Lutz arbeitet in Paris und zeigt zum ersten Mal seine Mode in Deutschland

Bevor Lutz Hülle mit einer neuen Kollektion beginnt, schaut er in seine Notizbücher. Dort steht alles, was ihm in den letzten Monaten auf der Straße, in Cafés oder in Supermärkten aufgefallen ist: Wie ein Mantel geknöpft ist oder sich ein Rock beim Sitzen in Falten legt. „Manchmal dauert es Monate, bis sich daraus etwas materialisiert.“

Bei Lutz Hülle ist alles ganz einfach: Seine Mode verkauft er unter dem Namen Lutz, sein Ausgangspunkt ist immer das Kleidungsstück. In seinen Kollektionen spielen weder ferne Geschichtsepochen noch geografische Vorlieben eine Rolle. Stattdessen arbeitet sich der 38-Jährige an traditionellen Details ab: Wo könnte man eine Knopfleiste anbringen? Wie fällt der Stoff? Es kommt vor, dass er an der Daseinsberechtigung eines klassischen Elements zu zweifeln beginnt: „Warum ist ein Revers ein Revers? Entspricht es noch den heutigen Bedürfnissen? Wie könnte ich es verbessern?“

So, wie Lutz Details verändert, unterläuft er auch Kleiderordnungen. Er vermischt zum Beispiel Sportswear mit Abendgarderobe: Bei einer Bomberjacke ersetzt er das Strickbündchen durch ein Satin-Revers. „Wenn man die Hände in den Taschen der Bomberjacke ballt, hat das etwas sehr elegant Aggressives. Warum soll man sich in einer Abendjacke nicht wohl und geschützt fühlen?“ Dass die Trägerin seiner Kleidung Irritation auslöst, ist ganz in seinem Sinne: „Wenn man ein Kleidungsstück nicht versteht, kann man die Person nicht einordnen. Das lässt dem Träger mehr Freiraum.“

Aus diesen Gedankengängen entsteht zwei Mal im Jahr eine Kollektion, die bei der Pariser Modewoche gezeigt wird. In der französischen Hauptstadt fühlt Lutz sich als Designer ernst genommen: „Was komisch ist, schließlich bin ich kein französisches Nachwuchstalent.“ Aber immerhin lebt und arbeitet er seit über zehn Jahren in Paris. Zuerst als Assistent des belgischen Designers Martin Margiela, bis er 2000 seine eigene Firma gründete. Zum ersten Mal trat er als Model in einer Modegeschichte für das Magazin ID an die Öffentlichkeit – fotografiert von seinem Jugendfreund, Wolfgang Tillmans.

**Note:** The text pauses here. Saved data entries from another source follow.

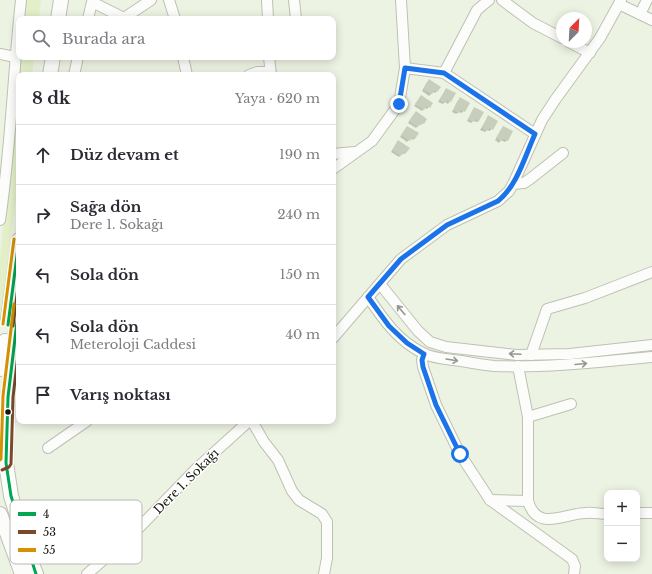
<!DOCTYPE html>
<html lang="tr">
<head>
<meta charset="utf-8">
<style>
	:root { --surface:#fff; --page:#f2f2f3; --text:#2b2b33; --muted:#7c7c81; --line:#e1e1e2 }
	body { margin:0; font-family:"Libre Baskerville",serif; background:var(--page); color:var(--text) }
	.controls { position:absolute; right:12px; bottom:12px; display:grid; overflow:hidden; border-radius:8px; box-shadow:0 2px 10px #0003 }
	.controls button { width:36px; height:36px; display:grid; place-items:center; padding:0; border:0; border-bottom:1px solid var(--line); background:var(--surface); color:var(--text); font:20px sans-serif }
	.compass { position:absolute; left:556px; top:12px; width:36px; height:36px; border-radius:50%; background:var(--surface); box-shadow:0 2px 10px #0003; rotate:24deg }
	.stop { position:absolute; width:12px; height:12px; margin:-9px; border:3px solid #1a73e8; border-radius:50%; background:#fff }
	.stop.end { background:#1a73e8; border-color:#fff; box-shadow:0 1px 4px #0008 }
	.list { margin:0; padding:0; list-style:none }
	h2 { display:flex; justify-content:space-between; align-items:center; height:52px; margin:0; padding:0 16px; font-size:17px }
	h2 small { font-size:13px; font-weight:400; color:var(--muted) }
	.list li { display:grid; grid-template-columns:26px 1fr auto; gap:12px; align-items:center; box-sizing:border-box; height:60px; padding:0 16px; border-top:1px solid var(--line) }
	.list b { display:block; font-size:15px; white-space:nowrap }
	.list p { margin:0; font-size:13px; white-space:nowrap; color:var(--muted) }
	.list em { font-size:13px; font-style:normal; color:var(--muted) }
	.icon { flex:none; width:22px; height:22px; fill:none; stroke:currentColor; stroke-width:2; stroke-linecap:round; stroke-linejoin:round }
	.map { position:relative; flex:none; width:652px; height:574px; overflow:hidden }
	.search { position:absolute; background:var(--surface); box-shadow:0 2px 10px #0003; left:16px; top:16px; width:320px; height:44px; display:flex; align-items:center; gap:10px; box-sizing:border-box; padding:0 14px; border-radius:8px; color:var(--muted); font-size:15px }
	.panel { position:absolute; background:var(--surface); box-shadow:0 2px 10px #0003; left:16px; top:72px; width:320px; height:352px; border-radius:8px }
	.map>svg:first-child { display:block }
	.green { fill:#e3efc9 }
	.shadow { fill:#0003 }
	.building { fill:#c8cebb }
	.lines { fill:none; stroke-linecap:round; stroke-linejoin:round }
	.minor-casing { stroke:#bdc1b4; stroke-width:12 }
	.highway-casing { stroke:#bdc1b4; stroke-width:16 }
	.minor { stroke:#fcfdfb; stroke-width:10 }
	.highway { stroke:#fcfdfb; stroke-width:14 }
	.bus-1-casing { stroke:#fff; stroke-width:6 }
	.bus-2-casing { stroke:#fff; stroke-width:6 }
	.bus-3-casing { stroke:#fff; stroke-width:6 }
	.bus-1 { stroke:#00a651; stroke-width:3 }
	.bus-2 { stroke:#7a4b2a; stroke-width:3 }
	.bus-3 { stroke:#d59102; stroke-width:3 }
	.oneway { stroke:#94968f }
	.route { stroke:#1a73e8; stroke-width:5 }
	.bus-dot { fill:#14170c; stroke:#fff; stroke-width:1.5 }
	.labels { text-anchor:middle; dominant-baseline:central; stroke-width:3; stroke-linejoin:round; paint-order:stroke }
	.street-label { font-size:12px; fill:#14170c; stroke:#fff }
	.key { fill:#fff; stroke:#b8b9b6; stroke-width:1 }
	.key-label { font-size:11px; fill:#14170c }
</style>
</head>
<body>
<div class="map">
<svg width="652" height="574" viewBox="0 0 652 574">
	<rect width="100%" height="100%" fill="#edf3e2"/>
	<g class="green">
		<path d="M 23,0 L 41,0 L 39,19 L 21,19 Z"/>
		<path d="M 19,57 L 34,57 L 32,75 L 19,75 L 19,175 L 0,324 L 0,259 Z"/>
	</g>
	<g class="shadow">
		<path d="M 427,82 L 437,91 L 435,93 L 433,92 L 429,96 L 422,91 Z"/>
		<path d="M 446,89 L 455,93 L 448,104 L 445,102 L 443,104 L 438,102 Z"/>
		<path d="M 420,98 L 432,103 L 427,109 L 425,108 L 422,111 L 414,106 Z"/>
		<path d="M 458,100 L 469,103 L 462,113 L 459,112 L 456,114 L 452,112 Z"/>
		<path d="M 473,110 L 479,121 L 477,122 L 473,121 L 471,123 L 467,121 Z"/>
		<path d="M 414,114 L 426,119 L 421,125 L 419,124 L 416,128 L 408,123 Z"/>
		<path d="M 488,117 L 497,121 L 490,131 L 487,130 L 485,132 L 480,130 Z"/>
		<path d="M 503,127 L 507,140 L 505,142 L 501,140 L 499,143 L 495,140 Z"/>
		<path d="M 406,129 L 415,138 L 413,140 L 411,138 L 407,142 L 400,137 Z"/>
		<path d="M 397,144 L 406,153 L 404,154 L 402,153 L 399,157 L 391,152 Z"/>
	</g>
	<g class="building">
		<path d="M 429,79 L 441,87 L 437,92 L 435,90 L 432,94 L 423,89 Z"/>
		<path d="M 446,88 L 456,93 L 451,102 L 447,100 L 445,103 L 440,100 Z"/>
		<path d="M 421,95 L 433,103 L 430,108 L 427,106 L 424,110 L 415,104 Z"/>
		<path d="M 460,97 L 470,103 L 465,112 L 461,110 L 459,113 L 453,110 Z"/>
		<path d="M 474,107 L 484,112 L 479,121 L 475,119 L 474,122 L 468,119 Z"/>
		<path d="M 416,111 L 427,119 L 424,124 L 421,123 L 418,127 L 409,121 Z"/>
		<path d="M 488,115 L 498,121 L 493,130 L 489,128 L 487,131 L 482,128 Z"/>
		<path d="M 407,126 L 419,133 L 415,139 L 413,137 L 410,141 L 401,135 Z"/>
		<path d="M 503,126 L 513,131 L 508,141 L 503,139 L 502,141 L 496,138 Z"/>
		<path d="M 398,140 L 410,148 L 406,153 L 404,152 L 401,156 L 392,150 Z"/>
	</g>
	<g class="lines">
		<g class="minor-casing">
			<g id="minor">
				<path d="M 169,0 L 175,19"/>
				<path d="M 267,0 L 268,19"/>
				<path d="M 294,0 L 296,19"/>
				<path d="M 502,0 L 533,23 L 562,38"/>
				<path d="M 619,4 L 652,20"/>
				<path d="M 640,14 L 647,0"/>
				<path d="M 88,19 L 92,2 L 124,18 L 151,0"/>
				<path d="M 569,42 L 590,53"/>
				<path d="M 0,54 L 15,57"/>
				<path d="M 183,57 L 187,75"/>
				<path d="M 269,57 L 271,75"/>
				<path d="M 405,68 L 444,73 L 535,134"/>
				<path d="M 444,73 L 477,10 L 489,0"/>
				<path d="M 74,75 L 78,57"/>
				<path d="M 249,75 L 257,72 L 270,72"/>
				<path d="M 333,154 L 355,152"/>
				<path d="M 333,169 L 372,141 L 399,104 L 405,68 L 401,0"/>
				<path d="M 513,184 L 524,183 L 530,179 L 563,153"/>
				<path d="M 0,220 C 11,147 13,73 21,0"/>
				<path d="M 380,284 L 418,331 L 430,342 L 446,347 L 517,355 L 570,354 L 652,345"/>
				<path d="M 368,297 C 383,319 398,341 423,353 C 433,359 449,359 461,361 C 472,363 483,365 494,366 C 547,368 599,362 652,357"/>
				<path d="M 333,338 L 401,259 L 447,225 L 498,201 L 509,191 L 513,184 L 542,120 L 555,100 L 600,38 L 621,0"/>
				<path d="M 424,354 L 422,360 L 423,367 L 436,405 L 460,454 L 490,500 L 572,559 L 575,566 L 574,574"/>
				<path d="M 531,355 L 547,309 L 585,298 L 652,272"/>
				<path d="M 528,417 L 571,404"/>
				<path d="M 252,421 L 264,442 L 278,460 L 292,491 L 299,500 L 322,514 L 327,522 L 327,558 L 324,574"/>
				<path d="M 48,448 L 87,421"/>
				<path d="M 490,500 L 528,501 L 528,417 L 518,366"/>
				<path d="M 528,501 C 537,532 563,514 585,513 C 592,512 600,514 607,514"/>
				<path d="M 637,513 L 652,513"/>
				<path d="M 87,574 L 130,537 L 196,469 L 249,421"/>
			</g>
		</g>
		<g class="highway-casing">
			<g id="highway">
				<path d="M 58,19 L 61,0"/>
				<path d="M 50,75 L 53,57"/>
				<path d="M 19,305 L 8,397 L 6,463 L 11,496 L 32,564 L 36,574"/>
				<path d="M 8,319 L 19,240"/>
				<path d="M 0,369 L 5,341"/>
				<path d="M 0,514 L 22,574"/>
			</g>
		</g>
		<use href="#minor" class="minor"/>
		<use href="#highway" class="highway"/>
		<g class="bus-1-casing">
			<g id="bus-1">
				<path d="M 19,305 L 8,397 L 6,463 L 11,496 L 36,574"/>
				<path d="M 8,325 L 19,240"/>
			</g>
		</g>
		<g class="bus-2-casing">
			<g id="bus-2">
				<path d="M 13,326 L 19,279"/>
				<path d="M 2,470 L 9,467 L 11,464 L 13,397 L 19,347"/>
			</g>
		</g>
		<g class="bus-3-casing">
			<g id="bus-3">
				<path d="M 3,324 L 14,239"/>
				<path d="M 0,460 L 1,459 L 3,396 L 14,304"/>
			</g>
		</g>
		<use href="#bus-1" class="bus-1"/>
		<use href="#bus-2" class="bus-2"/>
		<use href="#bus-3" class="bus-3"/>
	</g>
	<defs><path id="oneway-shaft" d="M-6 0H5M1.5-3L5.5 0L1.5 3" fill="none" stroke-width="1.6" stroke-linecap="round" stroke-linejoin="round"/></defs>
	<g class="oneway">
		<use href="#oneway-shaft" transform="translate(401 310) rotate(-130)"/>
		<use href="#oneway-shaft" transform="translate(515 354) rotate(-177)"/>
		<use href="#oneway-shaft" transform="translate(452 360) rotate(9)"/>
		<use href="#oneway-shaft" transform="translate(581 364) rotate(-5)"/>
	</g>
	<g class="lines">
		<path class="route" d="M 399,104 L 405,68 L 444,73 L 535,134 C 525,156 517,186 498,201 L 447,225 L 401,259 L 368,297 L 389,326 L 407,343 L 424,354 L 422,360 L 423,367 L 436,405 L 460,454"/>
	</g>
	<circle class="bus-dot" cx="8" cy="412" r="3.5"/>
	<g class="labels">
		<g class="street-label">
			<text transform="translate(186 481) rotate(-45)">Dere 1. Sokağı</text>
		</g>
	</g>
	<rect x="10" y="500" width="132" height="64" rx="6" class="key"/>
	<rect x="18" y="512" width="18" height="4" fill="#00a651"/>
	<rect x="18" y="530" width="18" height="4" fill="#7a4b2a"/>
	<rect x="18" y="548" width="18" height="4" fill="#d59102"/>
	<g class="key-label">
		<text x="43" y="518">4</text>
		<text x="43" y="536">53</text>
		<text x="43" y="554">55</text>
	</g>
</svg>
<div class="controls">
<button>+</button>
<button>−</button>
</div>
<svg class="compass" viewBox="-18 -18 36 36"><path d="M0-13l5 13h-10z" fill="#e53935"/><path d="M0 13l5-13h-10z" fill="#7c7c81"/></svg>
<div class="stop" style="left:460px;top:454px"></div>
<div class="stop end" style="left:399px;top:104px"></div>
<div class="search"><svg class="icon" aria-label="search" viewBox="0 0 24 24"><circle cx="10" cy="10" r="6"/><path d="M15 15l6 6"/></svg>Burada ara</div>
<section class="panel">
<h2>8 dk<small>Yaya · 620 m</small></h2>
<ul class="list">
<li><svg class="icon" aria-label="ahead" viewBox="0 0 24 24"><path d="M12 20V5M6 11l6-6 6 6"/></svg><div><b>Düz devam et</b></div><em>190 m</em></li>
<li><svg class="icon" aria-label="right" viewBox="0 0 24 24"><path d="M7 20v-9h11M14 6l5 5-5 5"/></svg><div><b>Sağa dön</b><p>Dere 1. Sokağı</p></div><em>240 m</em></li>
<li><svg class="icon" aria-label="left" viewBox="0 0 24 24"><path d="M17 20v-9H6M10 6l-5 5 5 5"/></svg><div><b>Sola dön</b></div><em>150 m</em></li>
<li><svg class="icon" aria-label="left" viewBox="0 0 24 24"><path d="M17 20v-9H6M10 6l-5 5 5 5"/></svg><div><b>Sola dön</b><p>Meteroloji Caddesi</p></div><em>40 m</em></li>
<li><svg class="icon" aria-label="arrive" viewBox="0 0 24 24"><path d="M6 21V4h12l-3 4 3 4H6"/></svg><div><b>Varış noktası</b></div></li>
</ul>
</section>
</div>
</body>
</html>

Inzwischen ist es 15 Jahre her, seit er Deutschland verließ, um in London an der Modeschule Central Saint Martins Design zu studieren. Das Chaos, auf das er dort als ordnungsliebender Deutscher traf, öffnete ihm ganz neue Welten. „Am Anfang machte es mir Angst, dass es keine festen Regeln und Strukturen gab, aber heute kann ich gut mit der Mischung aus Chaos und Ordnung leben.“

An diesem Wochenende stellt Lutz seine Frauen-Kollektion für Winter 2005/06 zum ersten Mal in Deutschland auf der Premium aus. „Berlin ist der Ort, an dem man etwas tun sollte.“ Er würde gern in Deutschland leben. Wenn, ja wenn, es hier eine vernünftige Infrastruktur mit Produktionsstätten und Modenschauen gäbe. „In Deutschland müsste ein größeres Interesse an Mode geweckt werden, nicht nur am Produkt, das man verkaufen kann. So lange das nicht so ist, gibt es keinen Niveausprung und Berlin bleibt hinter dem zurück, was es für die Mode sein könnte.“ Freuen würde es ihn, wenn ihm hier eine Frau über den Weg liefe, die Lutz trägt. „Dann sieht man, dass man als Designer seine Arbeit richtig gemacht hat."

Lutz gibt es bei Andreas Murkudis, Münzstraße 21, 2. HH (Mitte)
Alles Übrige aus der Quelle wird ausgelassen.